Ireland’s graduates suffer a crisis of confidence about their career prospectsPosted: July 30, 2012
gradireland has been given exclusive access to the trendence European Graduate Barometer, a pan-European survey of over 343,000 students and graduates across 950 universities throughout Europe. This survey measures third-level students’ attitudes towards their career prospects on graduation, and this year’s survey highlights an alarming collapse in confidence amongst Ireland’s third-level students in comparison to their European counterparts.
Although Ireland was one of the earliest and hardest-hit countries to experience the effects of the financial crisis in Europe, career confidence amongst Ireland’s students remained on par with students across Europe during 2009, 2010 and 2011 (as tracked by the trendence ‘Optimism Index’). This can be seen in the graph below.
However the survey clearly shows the collapse in confidence in 2012, with Irish optimism sinking to its lowest recorded value while career confidence levels in the rest of Europe show a slight increase.
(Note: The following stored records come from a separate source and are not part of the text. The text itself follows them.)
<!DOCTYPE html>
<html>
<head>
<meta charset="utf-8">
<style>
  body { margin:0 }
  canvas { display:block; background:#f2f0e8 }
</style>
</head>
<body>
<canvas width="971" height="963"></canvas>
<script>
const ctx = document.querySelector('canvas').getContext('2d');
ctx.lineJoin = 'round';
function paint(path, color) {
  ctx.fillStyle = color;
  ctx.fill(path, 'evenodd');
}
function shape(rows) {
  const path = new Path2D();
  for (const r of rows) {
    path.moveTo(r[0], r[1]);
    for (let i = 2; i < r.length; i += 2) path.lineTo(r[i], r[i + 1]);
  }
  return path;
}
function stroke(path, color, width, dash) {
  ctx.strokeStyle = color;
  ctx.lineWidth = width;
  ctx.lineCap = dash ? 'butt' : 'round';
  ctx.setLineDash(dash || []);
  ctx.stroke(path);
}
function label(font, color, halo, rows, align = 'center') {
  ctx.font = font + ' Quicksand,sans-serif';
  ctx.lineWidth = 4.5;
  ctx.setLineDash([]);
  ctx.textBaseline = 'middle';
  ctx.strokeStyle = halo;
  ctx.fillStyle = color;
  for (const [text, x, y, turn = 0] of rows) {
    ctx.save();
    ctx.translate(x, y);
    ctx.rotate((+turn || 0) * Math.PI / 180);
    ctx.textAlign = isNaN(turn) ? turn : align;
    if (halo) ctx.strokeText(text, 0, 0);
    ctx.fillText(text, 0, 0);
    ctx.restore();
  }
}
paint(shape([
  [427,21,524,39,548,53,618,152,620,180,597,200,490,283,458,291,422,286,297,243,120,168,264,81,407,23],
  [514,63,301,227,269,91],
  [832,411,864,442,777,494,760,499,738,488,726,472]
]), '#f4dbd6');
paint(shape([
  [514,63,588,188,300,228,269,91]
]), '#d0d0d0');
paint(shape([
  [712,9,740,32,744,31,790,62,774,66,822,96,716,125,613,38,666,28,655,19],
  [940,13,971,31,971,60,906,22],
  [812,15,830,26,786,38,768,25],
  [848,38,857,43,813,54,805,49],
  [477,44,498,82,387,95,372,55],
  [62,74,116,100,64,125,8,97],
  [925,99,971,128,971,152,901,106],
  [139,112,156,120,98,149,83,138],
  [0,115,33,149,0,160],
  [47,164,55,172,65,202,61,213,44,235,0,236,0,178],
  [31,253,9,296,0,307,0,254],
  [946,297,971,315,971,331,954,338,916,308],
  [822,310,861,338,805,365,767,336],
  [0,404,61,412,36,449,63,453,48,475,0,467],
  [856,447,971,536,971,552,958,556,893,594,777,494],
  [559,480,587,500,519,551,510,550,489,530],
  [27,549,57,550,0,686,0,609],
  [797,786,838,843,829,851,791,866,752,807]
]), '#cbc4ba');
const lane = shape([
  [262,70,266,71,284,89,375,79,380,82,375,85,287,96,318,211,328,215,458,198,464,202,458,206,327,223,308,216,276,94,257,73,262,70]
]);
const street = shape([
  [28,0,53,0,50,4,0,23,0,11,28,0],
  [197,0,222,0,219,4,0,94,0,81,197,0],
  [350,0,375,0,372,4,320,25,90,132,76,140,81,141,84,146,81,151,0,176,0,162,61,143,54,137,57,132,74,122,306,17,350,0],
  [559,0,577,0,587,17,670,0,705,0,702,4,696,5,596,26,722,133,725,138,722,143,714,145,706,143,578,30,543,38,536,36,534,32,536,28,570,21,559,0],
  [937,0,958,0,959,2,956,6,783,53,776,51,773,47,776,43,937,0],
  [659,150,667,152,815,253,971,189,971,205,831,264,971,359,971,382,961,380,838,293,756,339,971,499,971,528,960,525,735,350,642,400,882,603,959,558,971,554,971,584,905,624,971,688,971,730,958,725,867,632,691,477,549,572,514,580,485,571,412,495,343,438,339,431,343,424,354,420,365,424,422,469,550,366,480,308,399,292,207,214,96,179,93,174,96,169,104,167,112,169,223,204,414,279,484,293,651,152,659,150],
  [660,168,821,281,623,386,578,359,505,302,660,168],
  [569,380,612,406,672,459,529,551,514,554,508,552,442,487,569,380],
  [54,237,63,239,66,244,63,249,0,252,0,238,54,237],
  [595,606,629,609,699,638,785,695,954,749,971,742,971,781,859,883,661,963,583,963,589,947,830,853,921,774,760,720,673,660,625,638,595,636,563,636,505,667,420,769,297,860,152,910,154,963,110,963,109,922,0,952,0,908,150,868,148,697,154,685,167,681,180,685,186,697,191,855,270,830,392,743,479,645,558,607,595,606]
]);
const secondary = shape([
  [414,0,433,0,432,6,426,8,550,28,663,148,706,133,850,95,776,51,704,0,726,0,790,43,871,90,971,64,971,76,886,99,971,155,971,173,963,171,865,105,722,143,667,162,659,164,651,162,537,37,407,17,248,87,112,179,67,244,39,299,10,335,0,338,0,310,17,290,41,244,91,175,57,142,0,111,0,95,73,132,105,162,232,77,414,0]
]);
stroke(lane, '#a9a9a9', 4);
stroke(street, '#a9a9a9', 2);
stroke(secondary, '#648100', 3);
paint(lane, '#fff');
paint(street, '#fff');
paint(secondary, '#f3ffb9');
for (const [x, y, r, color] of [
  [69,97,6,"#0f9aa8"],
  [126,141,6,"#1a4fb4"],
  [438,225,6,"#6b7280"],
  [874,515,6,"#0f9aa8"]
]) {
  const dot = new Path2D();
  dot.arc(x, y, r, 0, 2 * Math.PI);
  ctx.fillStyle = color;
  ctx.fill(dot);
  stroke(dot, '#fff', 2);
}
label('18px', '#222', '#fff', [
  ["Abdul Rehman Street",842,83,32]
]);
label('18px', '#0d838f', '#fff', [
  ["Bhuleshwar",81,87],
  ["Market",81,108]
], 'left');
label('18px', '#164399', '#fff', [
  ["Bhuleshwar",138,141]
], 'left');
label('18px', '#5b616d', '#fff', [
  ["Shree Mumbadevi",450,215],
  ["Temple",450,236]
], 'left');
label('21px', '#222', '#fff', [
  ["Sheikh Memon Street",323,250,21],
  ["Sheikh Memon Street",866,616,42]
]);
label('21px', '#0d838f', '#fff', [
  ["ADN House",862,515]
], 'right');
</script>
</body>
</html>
Further analysis of the Optimism Index reveals that students in Ireland expect to find it much harder to find a graduate job than other students in Europe, even in well-publicised growth sectors such as IT. Analysis of Irish students who want to work in IT and engineering-related sectors shows that they expect to have to make more than 35 applications, and spend 5.4 months on their job search, before finding a job. This compares to a European expectation of just 21 applications over a period of 4.2 months before successfully landing a graduate role.
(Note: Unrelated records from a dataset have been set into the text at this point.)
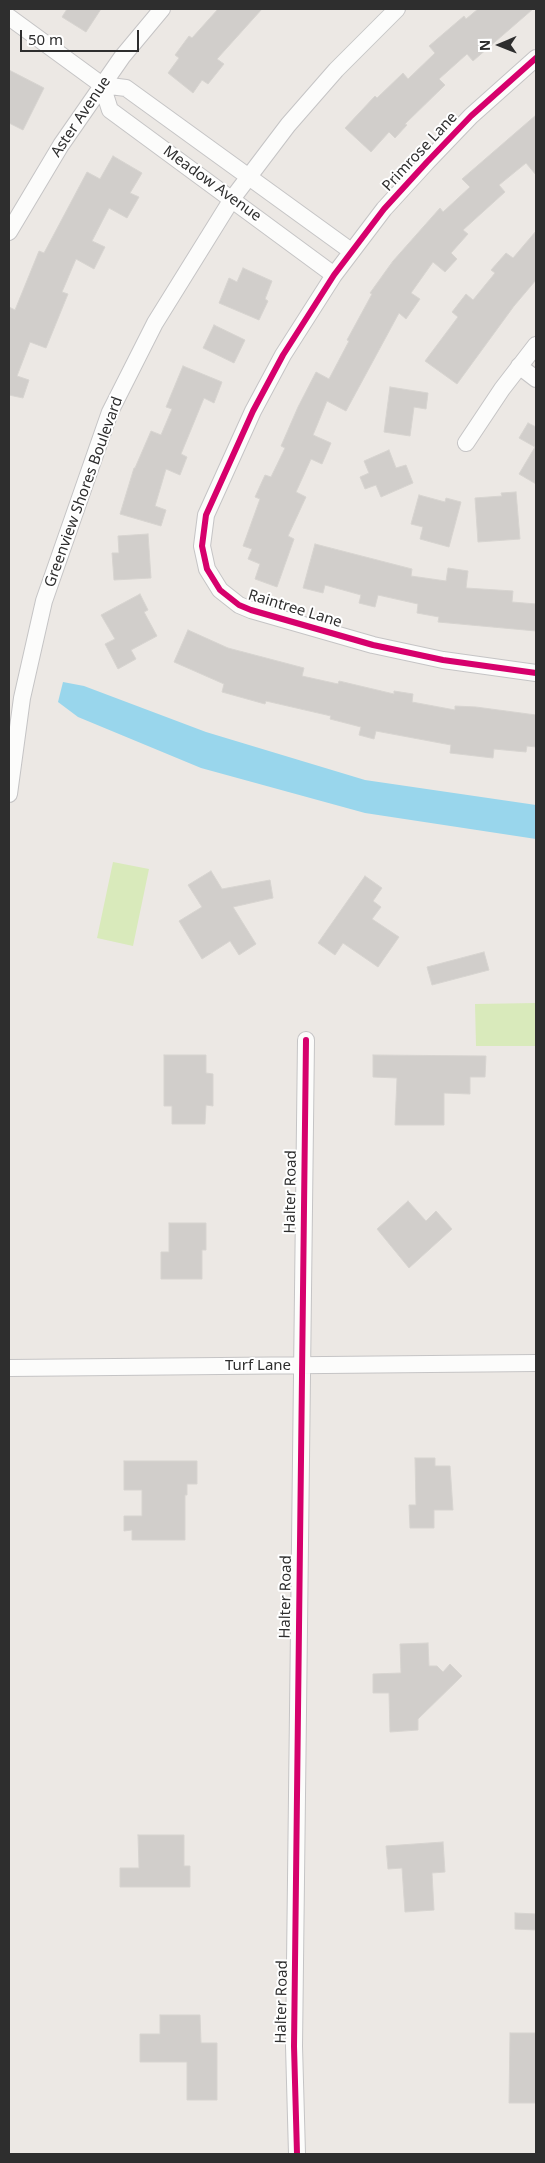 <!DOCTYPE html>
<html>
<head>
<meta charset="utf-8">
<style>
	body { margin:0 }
	#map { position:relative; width:545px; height:2163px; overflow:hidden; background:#ece8e4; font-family:"Noto Sans",sans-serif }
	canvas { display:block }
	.frame { position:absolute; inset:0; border:10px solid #2e2e2e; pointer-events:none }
	.north { position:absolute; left:475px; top:20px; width:50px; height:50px; -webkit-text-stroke:4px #fff; paint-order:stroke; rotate:269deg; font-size:14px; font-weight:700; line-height:20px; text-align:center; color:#2e2e2e }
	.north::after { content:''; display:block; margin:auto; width:18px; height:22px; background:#2e2e2e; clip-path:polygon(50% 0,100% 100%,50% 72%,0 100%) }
	.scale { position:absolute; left:20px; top:30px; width:119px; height:22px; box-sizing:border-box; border:2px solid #2e2e2e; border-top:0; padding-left:6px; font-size:15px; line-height:18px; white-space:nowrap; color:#2e2e2e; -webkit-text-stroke:4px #fff; paint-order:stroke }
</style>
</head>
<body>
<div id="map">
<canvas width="545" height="2163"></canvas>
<div class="frame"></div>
<div class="north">N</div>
<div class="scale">50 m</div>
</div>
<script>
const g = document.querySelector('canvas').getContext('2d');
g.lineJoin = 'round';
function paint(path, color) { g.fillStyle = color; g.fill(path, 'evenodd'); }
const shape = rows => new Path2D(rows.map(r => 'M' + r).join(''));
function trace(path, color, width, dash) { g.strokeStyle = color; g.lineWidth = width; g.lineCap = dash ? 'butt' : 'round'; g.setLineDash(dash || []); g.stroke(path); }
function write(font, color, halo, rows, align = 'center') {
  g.font = font + ' "Noto Sans",sans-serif'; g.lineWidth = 4; g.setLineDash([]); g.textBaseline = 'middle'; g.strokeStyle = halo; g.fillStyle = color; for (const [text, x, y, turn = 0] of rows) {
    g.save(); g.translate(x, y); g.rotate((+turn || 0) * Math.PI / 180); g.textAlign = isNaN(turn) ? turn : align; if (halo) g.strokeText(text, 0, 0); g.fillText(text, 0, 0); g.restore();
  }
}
const pitch = shape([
	[113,862,149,869,133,946,97,938],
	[536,1003,536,1046,476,1046,475,1004]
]);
const water = shape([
	[63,682,84,686,206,732,365,780,536,805,536,839,365,813,201,768,78,717,58,702]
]);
const building = shape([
	[67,9,101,9,86,32,62,17,67,9],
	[218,9,262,9,217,59,224,64,208,84,202,80,193,93,168,73,179,58,175,55,189,36,192,38,218,9],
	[478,9,533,9,473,61,467,54,439,79,445,85,405,124,407,125,395,138,389,132,371,152,345,128,375,96,377,98,403,73,408,79,435,53,429,46,464,16,466,19,478,9],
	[9,70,44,88,23,130,9,123,9,70],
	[536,115,536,175,526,163,499,185,505,192,463,230,468,234,451,253,457,259,445,272,433,262,411,293,420,299,406,319,399,313,346,411,327,401,313,435,331,443,322,464,311,459,296,492,306,497,288,536,294,539,277,587,255,579,260,564,248,559,252,549,243,546,260,499,255,497,265,475,271,477,285,448,281,446,298,407,316,372,329,379,349,341,347,340,372,294,370,293,393,261,440,208,443,212,470,187,462,179,536,115],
	[113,156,142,173,130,193,139,197,127,218,109,208,92,241,105,247,94,269,76,259,62,292,68,294,46,348,30,342,17,376,29,380,23,398,9,395,9,307,15,310,39,251,44,253,87,172,100,179,113,156],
	[536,231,536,280,514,306,457,384,425,361,458,317,452,312,466,294,473,300,495,273,491,270,506,253,513,258,536,231],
	[243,268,272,281,265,299,268,301,259,320,219,303,229,278,237,282,243,268],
	[214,325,245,340,234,363,203,348,214,325],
	[183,366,222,382,214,403,204,398,181,454,187,457,180,475,166,469,155,506,166,510,161,526,120,514,134,468,135,468,151,431,161,435,172,409,166,407,183,366],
	[390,387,428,393,426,409,414,407,410,436,384,432,390,387],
	[528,423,536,427,536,484,519,474,535,447,519,438,528,423],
	[389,450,396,468,406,465,413,483,381,497,376,485,365,489,360,477,369,473,364,461,389,450],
	[516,492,520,539,478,542,475,498,502,496,501,493,516,492],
	[419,495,445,502,446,498,461,502,449,547,420,539,423,527,411,524,419,495],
	[148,534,151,578,114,580,112,553,119,553,118,536,148,534],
	[315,544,412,569,411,576,446,581,448,568,468,571,466,588,513,591,512,602,536,604,536,631,438,622,439,617,417,613,418,604,378,595,375,607,359,603,361,595,325,585,323,593,303,588,315,544],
	[140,594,148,610,144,612,157,636,131,650,136,659,118,669,105,644,115,639,101,615,140,594],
	[188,630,228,648,304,668,302,676,338,684,339,681,394,694,394,691,413,694,412,702,455,710,455,706,476,707,536,715,536,747,527,746,526,752,494,749,493,758,450,753,451,745,376,731,374,739,359,735,361,727,330,719,331,716,266,701,265,704,222,692,224,684,174,662,188,630],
	[211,871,222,889,270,880,273,898,233,907,256,944,239,955,230,941,202,959,179,921,202,907,188,885,211,871],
	[365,876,382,888,373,901,381,907,372,919,399,937,378,967,343,943,335,955,318,943,365,876],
	[484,952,489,970,432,985,427,967,484,952],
	[164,1055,206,1055,206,1073,213,1074,213,1106,206,1105,205,1124,172,1124,172,1106,164,1106,164,1055],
	[373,1055,486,1056,485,1077,470,1077,470,1094,444,1093,444,1125,395,1125,397,1078,373,1077,373,1055],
	[408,1201,426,1221,436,1211,452,1229,409,1268,377,1229,408,1201],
	[169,1223,206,1223,206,1250,202,1250,202,1279,161,1279,161,1252,169,1252,169,1223],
	[415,1458,435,1458,435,1466,450,1466,453,1510,434,1510,434,1528,410,1528,409,1505,416,1505,415,1458],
	[124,1461,197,1461,197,1484,187,1484,187,1495,185,1495,185,1540,132,1540,132,1530,124,1531,124,1516,142,1516,142,1490,124,1490,124,1461],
	[428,1643,429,1666,437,1666,443,1672,450,1664,462,1676,418,1719,418,1730,390,1732,389,1693,373,1693,373,1674,401,1673,400,1644,428,1643],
	[138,1835,184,1835,184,1866,190,1866,190,1887,120,1887,120,1868,139,1868,138,1835],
	[443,1842,445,1872,432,1873,434,1910,405,1912,402,1868,388,1869,386,1846,443,1842],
	[515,1913,536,1914,536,1930,515,1929,515,1913],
	[160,2015,200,2015,201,2043,217,2043,217,2100,187,2100,187,2062,140,2062,140,2034,160,2034,160,2015],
	[510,2033,536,2033,536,2103,509,2103,510,2033]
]);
const minor = shape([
	[9,17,102,85],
	[536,58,471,116,427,162,384,209,334,275,283,355,253,411,206,515,202,546,207,569,220,590,239,605,251,610,373,645,443,660,536,673],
	[9,232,61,145,122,57,162,9],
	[334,275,110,110,102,85,126,88,351,251],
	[519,366,536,379],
	[466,443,502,389,536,345],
	[9,794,22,698,44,601,110,412,155,323,232,199,288,125,336,70,397,9],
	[9,1368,536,1363],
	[297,2154,294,2046,306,1040]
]);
const cycleway = shape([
	[536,58,471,116,427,162,384,209,334,275,283,355,253,411,206,515,202,546,207,569,220,590,239,605,251,610,373,645,443,660,536,673],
	[297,2154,294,2046,306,1040]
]);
const streetNames = [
	["Aster Avenue",81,117,-56],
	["Primrose Lane",420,152,-47],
	["Meadow Avenue",212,184,36],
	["Greenview Shores Boulevard",84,492,-70],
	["Raintree Lane",295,609,17],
	["Halter Road",291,1192,-89],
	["Turf Lane",258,1366],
	["Halter Road",286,1597,-89],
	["Halter Road",282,2002,-89]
];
paint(pitch, '#d9eabb');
paint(water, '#99d6ec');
paint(building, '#d1cecb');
trace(building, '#d7d4d0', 1);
trace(minor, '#c5c4c5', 18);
trace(minor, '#fcfcfb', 16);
trace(cycleway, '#d6006c', 6);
write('15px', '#2e2e2e', '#fff', streetNames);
</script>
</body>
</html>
Students looking to pursue a career in business, finance or the professions, traditionally the largest and most important sectors for graduate employment in Ireland, are even less confident. They expect to have to make 34 unsuccessful applications before they find a job, and expect to spend even longer on their job search (5.5 months). In this sector, comparison with student attitudes in the UK is important, as the UK is the largest emigration destination for Irish graduates – and the picture does not get any brighter. While prospects in mainland Europe look rosier, the outlook in the UK is gloomy: UK students looking for work in business, finance or the professions also expect to make 34 applications over 5.5 months before securing employment. UK pessimism in the largest sector for graduate jobs reinforces the collapse in confidence of Irish students, making the most popular career ‘Plan B’ less attractive and exacerbating feelings of pessimism.
gradireland will be embarking on a nationwide series of campus events during September and October to ensure that Ireland’s students are provided with the best possible career support, along with access to information about available graduate jobs and schemes. The gradireland Graduate Careers Fair on 10 October is also designed to help students find out more about how to boost their employability and maximise their chances of securing a graduate role.